PARIS — SES Global has evaluated a possible purchase of rival satellite-fleet operator Telesat Canada but is not actively pursuing a bid, SES Global Chairman Romain Bausch said Nov. 6.

Bausch said SES, which recently issued bonds worth a total of 800 million euros ($1.02 billion), is not preparing any specific acquisition but has talked to investment banking representatives of Telesat owner BCE Inc. of Montreal regarding the sale.

BCE intends to sell up to 49 percent of Telesat through a stock offering of non-voting shares scheduled for the coming weeks. The company also is entertaining bids from strategic or financial investors who presumably would purchase Telesat outright.

Canadian regulations require that Telesat stay majority Canadian-owned, raising questions about whether prospective competitors — Intelsat of Washington, Eutelsat of Paris and SES Global of Luxembourg — would be eligible suitors.

In a Nov. 1 conference call on BCE’s financial results, Chief Executive Michael J. Sabia said the planned stock offering for Telesat is moving forward. But Sabia also said publicly, for the first time since the Telesat sale was announced, that the company is receiving offers from other satellite operators and financial investors.

“There is a considerable interest among both strategic and financial sponsors for that asset,” Sabia said of Telesat. “We are in discussions with a number of them. So we have some pretty interesting options with respect to Telesat.”

In a Nov. 6 conference call, Bausch confirmed that SES Global is among those who have made inquiries about Telesat. But he said SES-backed Ciel Satellite of Ottawa, plus SES’s Americom subsidiary in the United States, already give the company a firm foothold in North America and Canada.

Bausch also said the Canadian government’s intention to license up to 29 orbital positions — bids are due Nov. 15 — has played a role in SES Global’s decision not to go all out for Telesat.

As a Canadian company, Ciel will be permitted to operate satellites from any of these slots it secures through the Canadian licensing process. In return, it will be obligated to fill the slots with spacecraft by an agreed-to deadline to prevent Canada from losing its rights to the positions. While some of these satellites might be provided from SES Global’s existing fleet, or the fleet of partners such as EchoStar Communications Corp., eventually a capital investment in new satellites will be necessary.

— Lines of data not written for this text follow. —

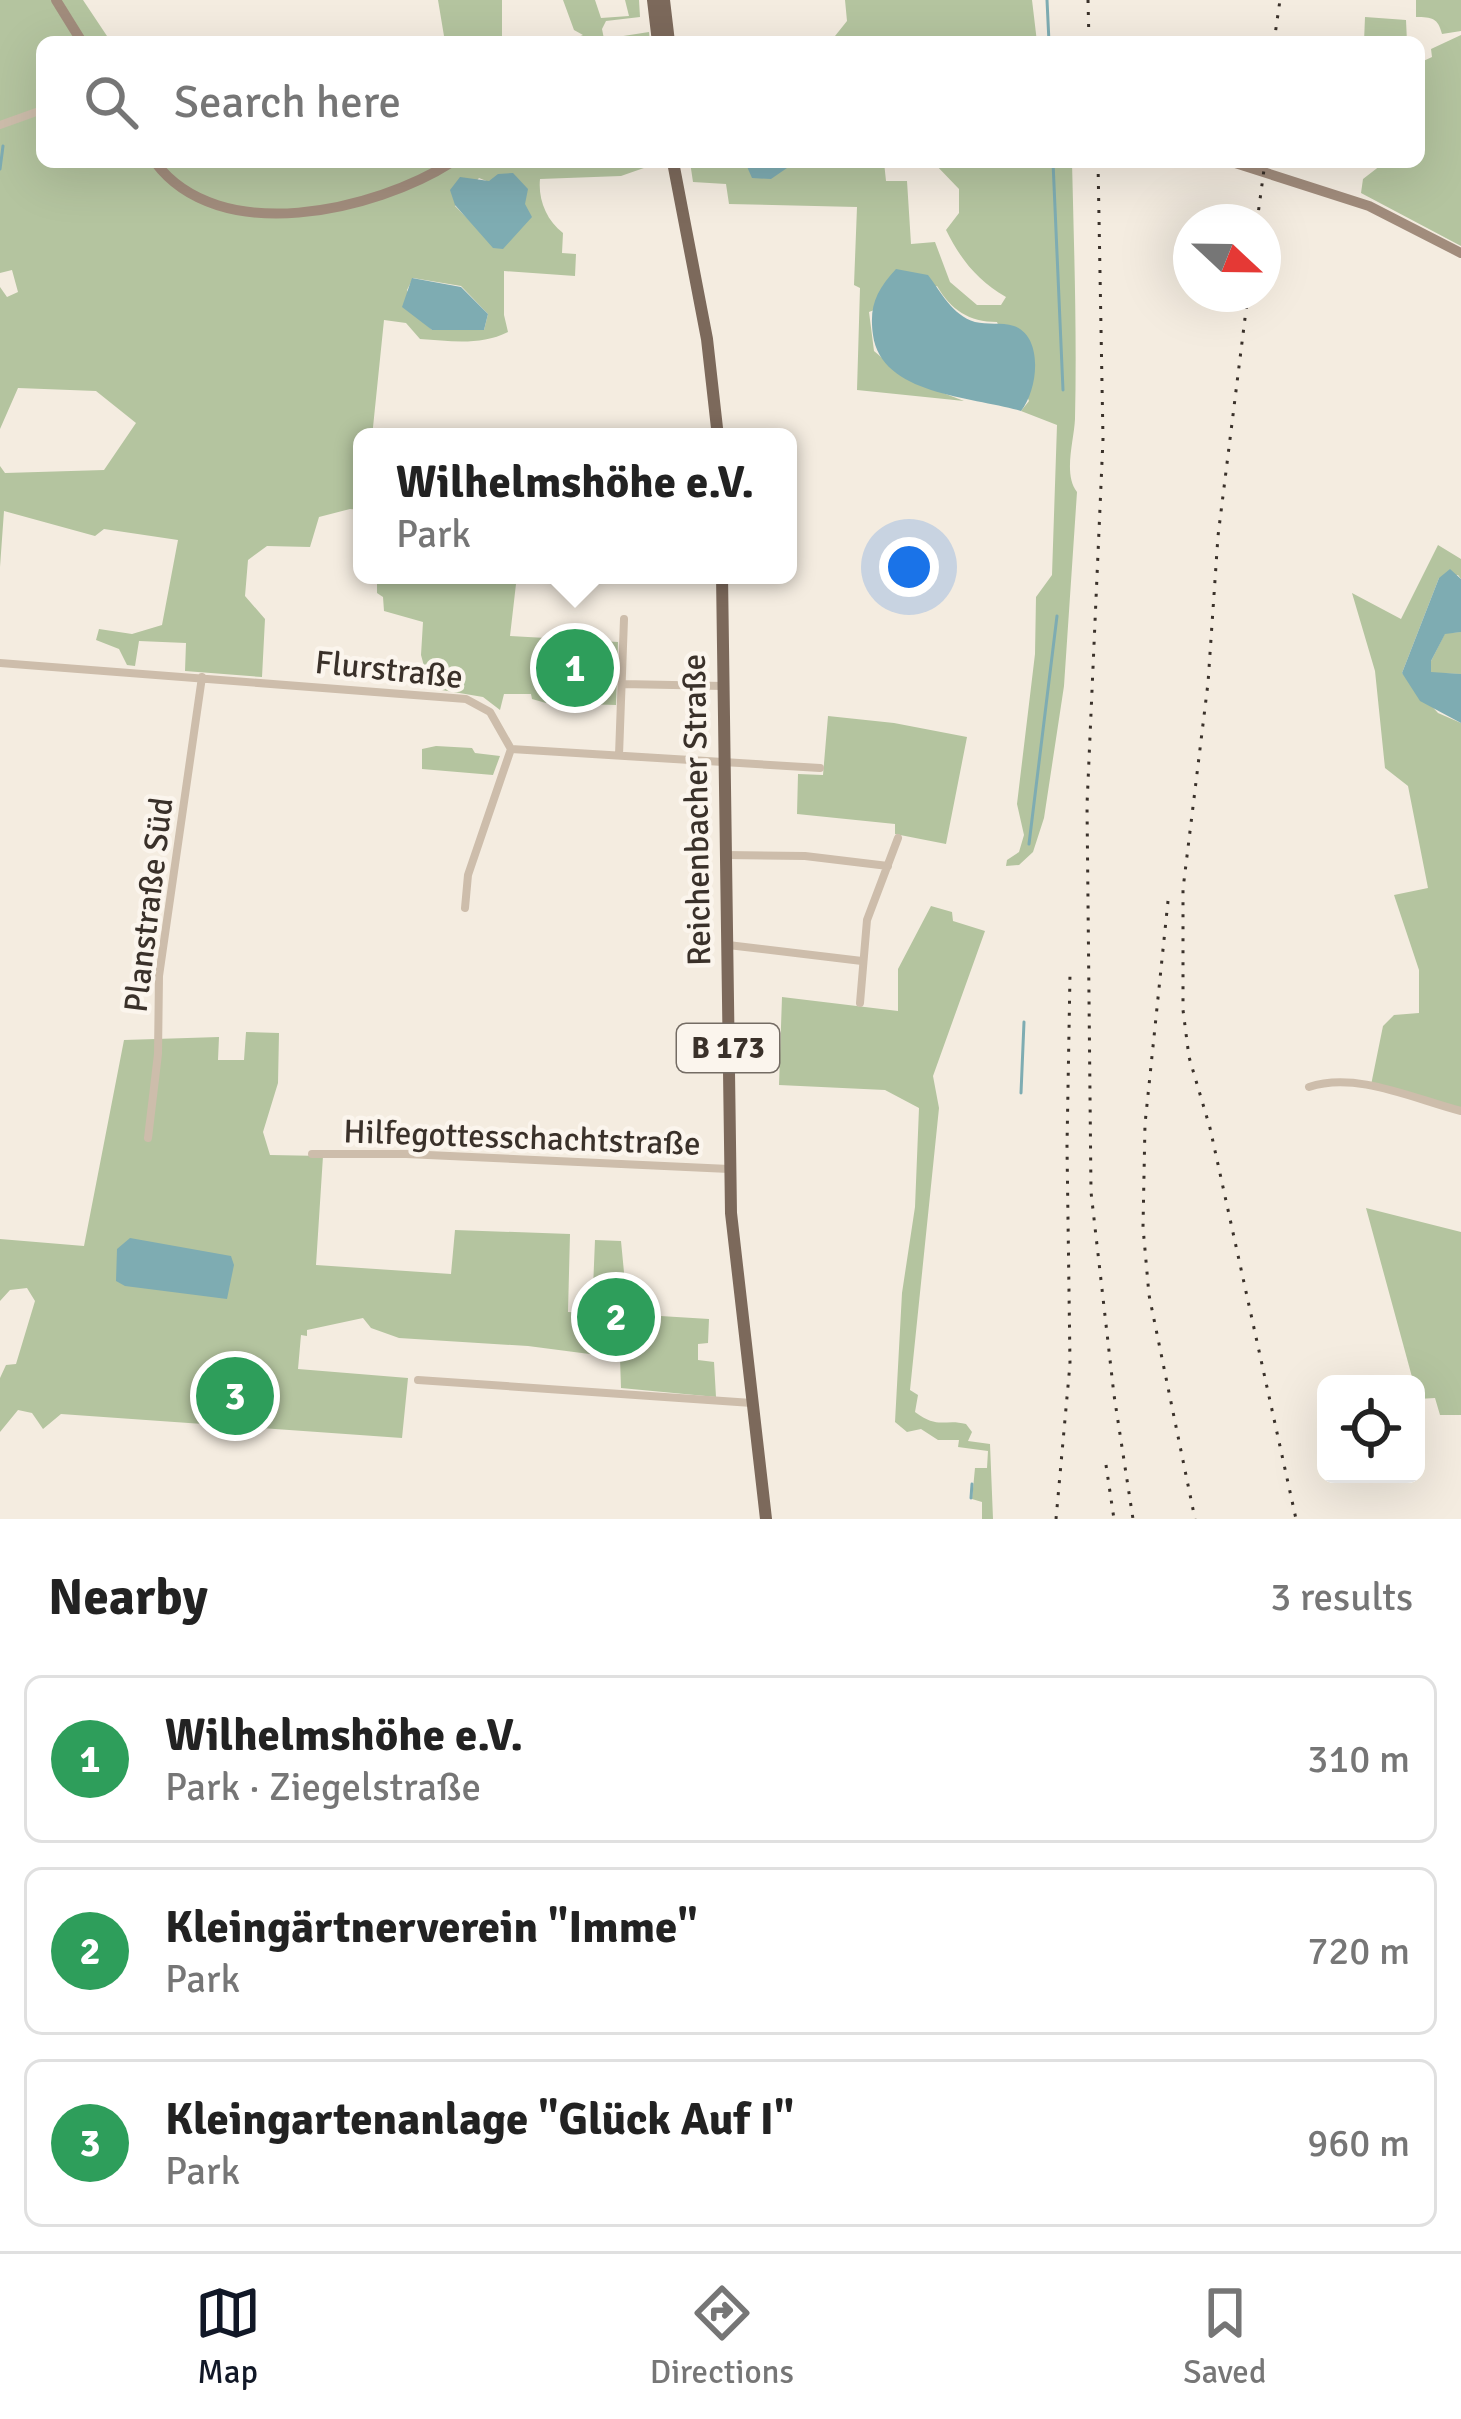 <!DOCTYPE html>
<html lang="en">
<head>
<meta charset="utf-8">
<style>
	body { margin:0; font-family:Signika,sans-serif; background:#f6f6f6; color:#222 }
	.controls { position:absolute; right:36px; bottom:36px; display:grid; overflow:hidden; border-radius:18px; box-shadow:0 12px 48px #0002 }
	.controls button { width:108px; height:108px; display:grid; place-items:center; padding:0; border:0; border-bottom:3px solid #e0e0e0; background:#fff; color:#222; font:60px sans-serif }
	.compass { position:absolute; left:1173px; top:204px; width:108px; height:108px; border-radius:50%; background:#fff; box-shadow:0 12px 48px #0002; rotate:112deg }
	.you { position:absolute; left:909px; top:567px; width:42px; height:42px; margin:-30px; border:9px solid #fff; border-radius:50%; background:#1a73e8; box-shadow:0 0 0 18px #1a73e833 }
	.badge { display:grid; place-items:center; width:78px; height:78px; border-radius:50%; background:#111827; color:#fff; font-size:39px; font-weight:700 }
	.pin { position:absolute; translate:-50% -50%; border:6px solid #fff; box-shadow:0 3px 12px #0006 }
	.popup { position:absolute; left:353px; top:428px; width:444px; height:156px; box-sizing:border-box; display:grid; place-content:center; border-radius:18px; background:#fff; filter:drop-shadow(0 3px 9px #0005); font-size:39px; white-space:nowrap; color:#767676 }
	.popup b { font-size:45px; color:#222 }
	.popup::after { content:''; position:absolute; left:50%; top:100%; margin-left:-24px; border:24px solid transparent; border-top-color:#fff }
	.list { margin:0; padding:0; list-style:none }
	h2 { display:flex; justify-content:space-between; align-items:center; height:156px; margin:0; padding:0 48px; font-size:51px }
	h2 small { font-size:39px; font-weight:400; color:#767676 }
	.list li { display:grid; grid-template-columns:78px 1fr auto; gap:36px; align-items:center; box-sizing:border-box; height:168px; margin:0 24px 24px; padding:0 24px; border:3px solid #e0e0e0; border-radius:18px }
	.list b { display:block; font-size:45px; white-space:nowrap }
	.list p { margin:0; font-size:39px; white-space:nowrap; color:#767676 }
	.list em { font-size:39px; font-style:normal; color:#767676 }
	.icon { flex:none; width:66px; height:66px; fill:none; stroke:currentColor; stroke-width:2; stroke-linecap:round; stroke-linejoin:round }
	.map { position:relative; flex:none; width:1461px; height:1519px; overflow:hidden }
	.search { position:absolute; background:#fff; box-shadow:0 12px 48px #0002; left:36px; right:36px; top:36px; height:132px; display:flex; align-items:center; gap:30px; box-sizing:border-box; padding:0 42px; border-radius:18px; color:#767676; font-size:45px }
	.sheet { height:732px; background:#fff }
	nav { display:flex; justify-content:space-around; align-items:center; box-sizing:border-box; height:168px; border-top:3px solid #e0e0e0; background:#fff; font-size:33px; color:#767676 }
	nav a { display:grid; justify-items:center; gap:6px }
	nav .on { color:#111827 }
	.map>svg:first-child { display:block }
	.green { fill:#b4c49f; fill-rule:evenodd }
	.water { fill:#7eacb2 }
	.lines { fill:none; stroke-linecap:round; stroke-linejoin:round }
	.stream { stroke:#7eacb2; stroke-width:3 }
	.street { stroke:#cdbdab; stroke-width:8 }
	.secondary { stroke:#a18c7c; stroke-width:10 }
	.primary { stroke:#7c695b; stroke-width:12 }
	.rail { stroke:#3a312a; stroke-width:3; stroke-dasharray:3 9; stroke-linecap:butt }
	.labels { text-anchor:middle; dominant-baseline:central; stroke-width:9; stroke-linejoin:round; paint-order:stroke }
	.shield { fill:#fbf5ed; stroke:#746c64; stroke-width:3 }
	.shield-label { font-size:30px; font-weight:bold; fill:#3a312a }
	.street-label { font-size:33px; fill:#3a312a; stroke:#fbf5ed }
</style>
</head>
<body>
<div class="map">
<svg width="1461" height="1519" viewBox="0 0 1461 1519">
	<rect width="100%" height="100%" fill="#f4ece0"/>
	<path class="green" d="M0,0H83L111,42H42V162H661L621,176L540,179C538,199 546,220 563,233L562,253L576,254L575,276L504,271V315L508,332C480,346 450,341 420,339L406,323L384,320L372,437H362V510L350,509L319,517L310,547L267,546L248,560L245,596L265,619L262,677L185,671L186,643L139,641L135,666L127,665L119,649L96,640L99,629L132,634L162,625L178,540L104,529L95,536L4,511L0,567V466L5,473L104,470L136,423L96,391L18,388L0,429V287L7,297L18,292L12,270L0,273ZM479,178L489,182L475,226L455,206ZM413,278L461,286L488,314L484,330H432L417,316L407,290Z
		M438,0H502V42H445Z
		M563,0H595L601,18L629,16L625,0H639L640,17L606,21L602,29L604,39L649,32L650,42H566L583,35L574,30Z
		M845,0H1032L1037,42L831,41L847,21Z
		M1416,0H1461V31L1442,34C1438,18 1432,17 1416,17Z
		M1365,17L1406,20L1407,42H1364Z
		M1461,35V246L1361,193L1363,179L1385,162H1419V63L1432,57L1431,49Z
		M690,162H884L886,181H907L911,244L935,242L950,282L977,305H1001L1006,297C977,280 961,260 946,230L959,213V189L933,162H1072C1074,247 1077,333 1075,419C1074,441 1063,474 1077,492L1064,686L1044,818L1033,852L1019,865L1006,866L1007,860L1019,852L1024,835L1017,804L1035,654L1036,597L1052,575L1057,425L1021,411L1029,401L997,322C969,322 951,310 937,286L869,312L874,351L907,379L964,401L857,390L860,288L854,285L857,207L729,204L726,184L693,182Z
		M1438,545L1461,559V579L1458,575L1439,578L1402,673L1438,713L1461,723V1108L1371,1085L1383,1026L1394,1015L1419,1013V970L1394,895L1428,888L1408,786L1385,768L1375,671L1352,593L1401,619Z
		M377,575H577V580L516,584L510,636L618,642L616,705L546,703L532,699L531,694H504L500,710L483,697L430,688L421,655L423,622L384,611L383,597L377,593Z
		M1461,632V674L1431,673V661L1445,633Z
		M828,716L894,723L967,737L946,844L895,834V824L797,814L798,774L823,775Z
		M436,746L472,748L475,753L500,756L493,775L422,769V749Z
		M931,906L952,912L953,921L985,931L933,1076L939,1108L910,1390L918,1395L915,1412C939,1430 945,1418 966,1424L972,1432L968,1441L990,1444L993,1519H982V1502L972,1499L975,1468H987L988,1451L958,1447L959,1440H938L921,1429L907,1432L895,1422L902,1293L915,1207L919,1108L885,1090L779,1085L782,997L898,1011V969Z
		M246,1032L279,1033L278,1083L263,1132L270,1155L323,1156L316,1265L451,1274L455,1230L570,1234L568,1312L592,1313L595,1240L621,1241L628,1314L709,1319L708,1343L698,1344V1360L714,1362L716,1397L621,1388L620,1358L528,1346L399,1338L371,1328L363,1318L307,1330V1336L301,1335L298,1369L408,1378L402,1438L61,1414L43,1429L32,1413L18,1410L0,1432V1378L6,1365L16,1364L35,1301L27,1288L10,1290L0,1301V1239L84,1246L124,1040L219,1037L218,1060H244Z
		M1366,1208L1461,1232V1415H1440L1435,1398L1418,1399Z"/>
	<path class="water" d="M745,162H786L787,168L771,179L752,178Z
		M513,173L528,189L525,204L532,217L503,249L493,248L455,205L450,190L460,177L489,181L498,174Z
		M896,269L928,275C941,292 952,315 975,322C987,325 1001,322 1014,326C1044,337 1038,390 1021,411C976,397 881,396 873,335C869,306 876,291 896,269Z
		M412,278L461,287L488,314L484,330H432L402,307Z
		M1450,569L1461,579V632L1445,634L1431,661V672L1461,674V723L1420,701L1402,673L1439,578Z
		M130,1238L231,1256L234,1265L227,1299L125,1286L116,1281L117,1249Z"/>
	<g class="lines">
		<path class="stream" d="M1047,0L1049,42
			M1053,162L1063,390
			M0,169L3,146
			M1029,844L1057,616
			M1021,1093L1024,1022
			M971,1498L972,1484"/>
		<path class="street" d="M0,125L42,110
			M0,663L466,699L490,712L511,749L820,768
			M622,684L723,686
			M619,755L624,619
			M725,855L805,856L888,866
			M465,908L468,875L511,749
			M728,945L862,961
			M860,1003L867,920L898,838
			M1309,1087C1356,1071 1414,1099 1461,1111
			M148,1138L158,1054L159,976L202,677
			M312,1154H406L729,1169
			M418,1380L752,1403"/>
		<path class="secondary" d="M56,0L82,42
			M155,162C219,248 375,211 452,162
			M1232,162L1369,206L1461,253"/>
		<path class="primary" d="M653,0L658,42
			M664,0L669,42
			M673,162L707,339L718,437
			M722,575L731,1213L766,1519"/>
		<path class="rail" d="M1088,0L1089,42
			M1274,42L1280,0
			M1098,162L1103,439L1087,805L1091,1192L1114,1395L1133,1519
			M1257,222L1265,162
			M1248,294L1218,536L1208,683L1183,889V1010L1189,1057L1210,1128L1296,1519
			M1168,901L1145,1124L1143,1227L1149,1295L1195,1519
			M1106,1465L1114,1519
			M1056,1519L1070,1364L1067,1146L1070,974"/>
	</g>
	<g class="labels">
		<rect class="shield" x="677" y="1024" width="102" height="48" rx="9"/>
		<g class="shield-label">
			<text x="728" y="1048">B 173</text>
		</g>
		<g class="street-label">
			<text transform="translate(389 670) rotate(6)">Flurstraße</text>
			<text transform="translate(697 810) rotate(-91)">Reichenbacher Straße</text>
			<text transform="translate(149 905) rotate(-83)">Planstraße Süd</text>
			<text transform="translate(522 1138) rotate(2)">Hilfegottesschachtstraße</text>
		</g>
	</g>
</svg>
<div class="controls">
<button><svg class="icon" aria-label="locate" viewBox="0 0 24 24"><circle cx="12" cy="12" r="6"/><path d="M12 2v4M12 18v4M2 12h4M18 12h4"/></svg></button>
</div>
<svg class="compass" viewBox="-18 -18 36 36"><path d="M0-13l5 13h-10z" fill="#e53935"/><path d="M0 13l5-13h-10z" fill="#767676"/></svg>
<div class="you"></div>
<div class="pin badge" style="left:575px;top:668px;background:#2e9e5b">1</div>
<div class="popup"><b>Wilhelmshöhe e.V.</b>Park</div>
<div class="pin badge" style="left:616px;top:1317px;background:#2e9e5b">2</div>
<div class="pin badge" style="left:235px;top:1396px;background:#2e9e5b">3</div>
<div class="search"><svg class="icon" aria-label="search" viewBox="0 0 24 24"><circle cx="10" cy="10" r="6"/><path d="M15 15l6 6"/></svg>Search here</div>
</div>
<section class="sheet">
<h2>Nearby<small>3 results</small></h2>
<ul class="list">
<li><span class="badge" style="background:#2e9e5b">1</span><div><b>Wilhelmshöhe e.V.</b><p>Park · Ziegelstraße</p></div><em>310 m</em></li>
<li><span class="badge" style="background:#2e9e5b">2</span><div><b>Kleingärtnerverein &quot;Imme&quot;</b><p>Park</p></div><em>720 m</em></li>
<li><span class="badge" style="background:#2e9e5b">3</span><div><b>Kleingartenanlage &quot;Glück Auf I&quot;</b><p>Park</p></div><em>960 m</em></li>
</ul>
</section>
<nav>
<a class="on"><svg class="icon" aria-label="map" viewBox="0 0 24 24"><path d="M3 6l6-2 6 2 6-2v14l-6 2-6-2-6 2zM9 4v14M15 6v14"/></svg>Map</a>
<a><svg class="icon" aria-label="directions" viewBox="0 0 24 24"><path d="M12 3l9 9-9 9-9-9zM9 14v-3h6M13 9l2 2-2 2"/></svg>Directions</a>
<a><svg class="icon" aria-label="saved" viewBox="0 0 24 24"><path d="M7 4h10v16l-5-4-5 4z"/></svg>Saved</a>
</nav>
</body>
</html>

“That is also impacting the way we participate in opportunities when it comes to acquisitions,” Bausch said of the coming Canadian orbital-slot licensing process. “We are probably not the most aggressive when pursuing such a target” as Telesat. “We have a clear strategy in the Canadian market.”

Bausch said SES is “one of a couple” of satellite-fleet operators that have expressed an interest in Telesat. Without naming them, Bausch said other companies should have a much greater interest than SES Global in acquiring the Canadian company.

“There are definitely competitors of ours that should be more interested, and I would expect others to be more aggressive,” Bausch said of the bidding for Telesat.

Dianne Van Beber, Intelsat vice president for investor relations, declined to comment on whether Intelsat is considering a Telesat bid. “As one of the largest satellite operators, we often have ideas brought to our attention,” Van Beber said Nov. 7. “We look at opportunities from time to time, but it is not our policy to comment on them.” Vanessa O’Connor, spokeswoman for Eutelsat, also declined comment on Telesat Nov. 7.

One industry official said it would be relatively easy for a private-equity investor based outside Canada to pursue Telesat through a Canadian entity. Investors of this type have purchased several satellite operators in recent years.

SES Global reported Nov. 6 that its revenues for the three months ending Sept. 30 grew 7.6 percent, to 984 million euros, not including the effects of its acquisitions of rival New Skies, now called SES New Skies, and of satellite ground system builder ND Satcom of Germany.

SES Global Chief Financial Officer Mark Rigolle said the company predicts revenues in 2007 will grow by about 8 percent compared to 2006.

SES Global in the past three years has acquired companies, including ND Satcom and satellite teleport operator Verestar of the United States, whose business models are not the same as the company’s main focus of leasing capacity aboard its own satellites.

These services businesses have much lower gross-profit margins than SES Global’s heritage satellite infrastructure operations and have dragged down the company’s margins. An SES Global priority has been to bring these operations’ gross margins, or earnings before interest, depreciation and amortization (EBITDA), up to at least 10 percent. SES Global’s satellite infrastructure business regularly posted margins of 78 percent for the three months ending Sept. 30.

Rigolle said the services businesses for the first time reached the 10 percent target. He said margins might go higher next year as SES Global sells off teleports that have been made redundant following its acquisitions, and as ND Satcom’s business grows.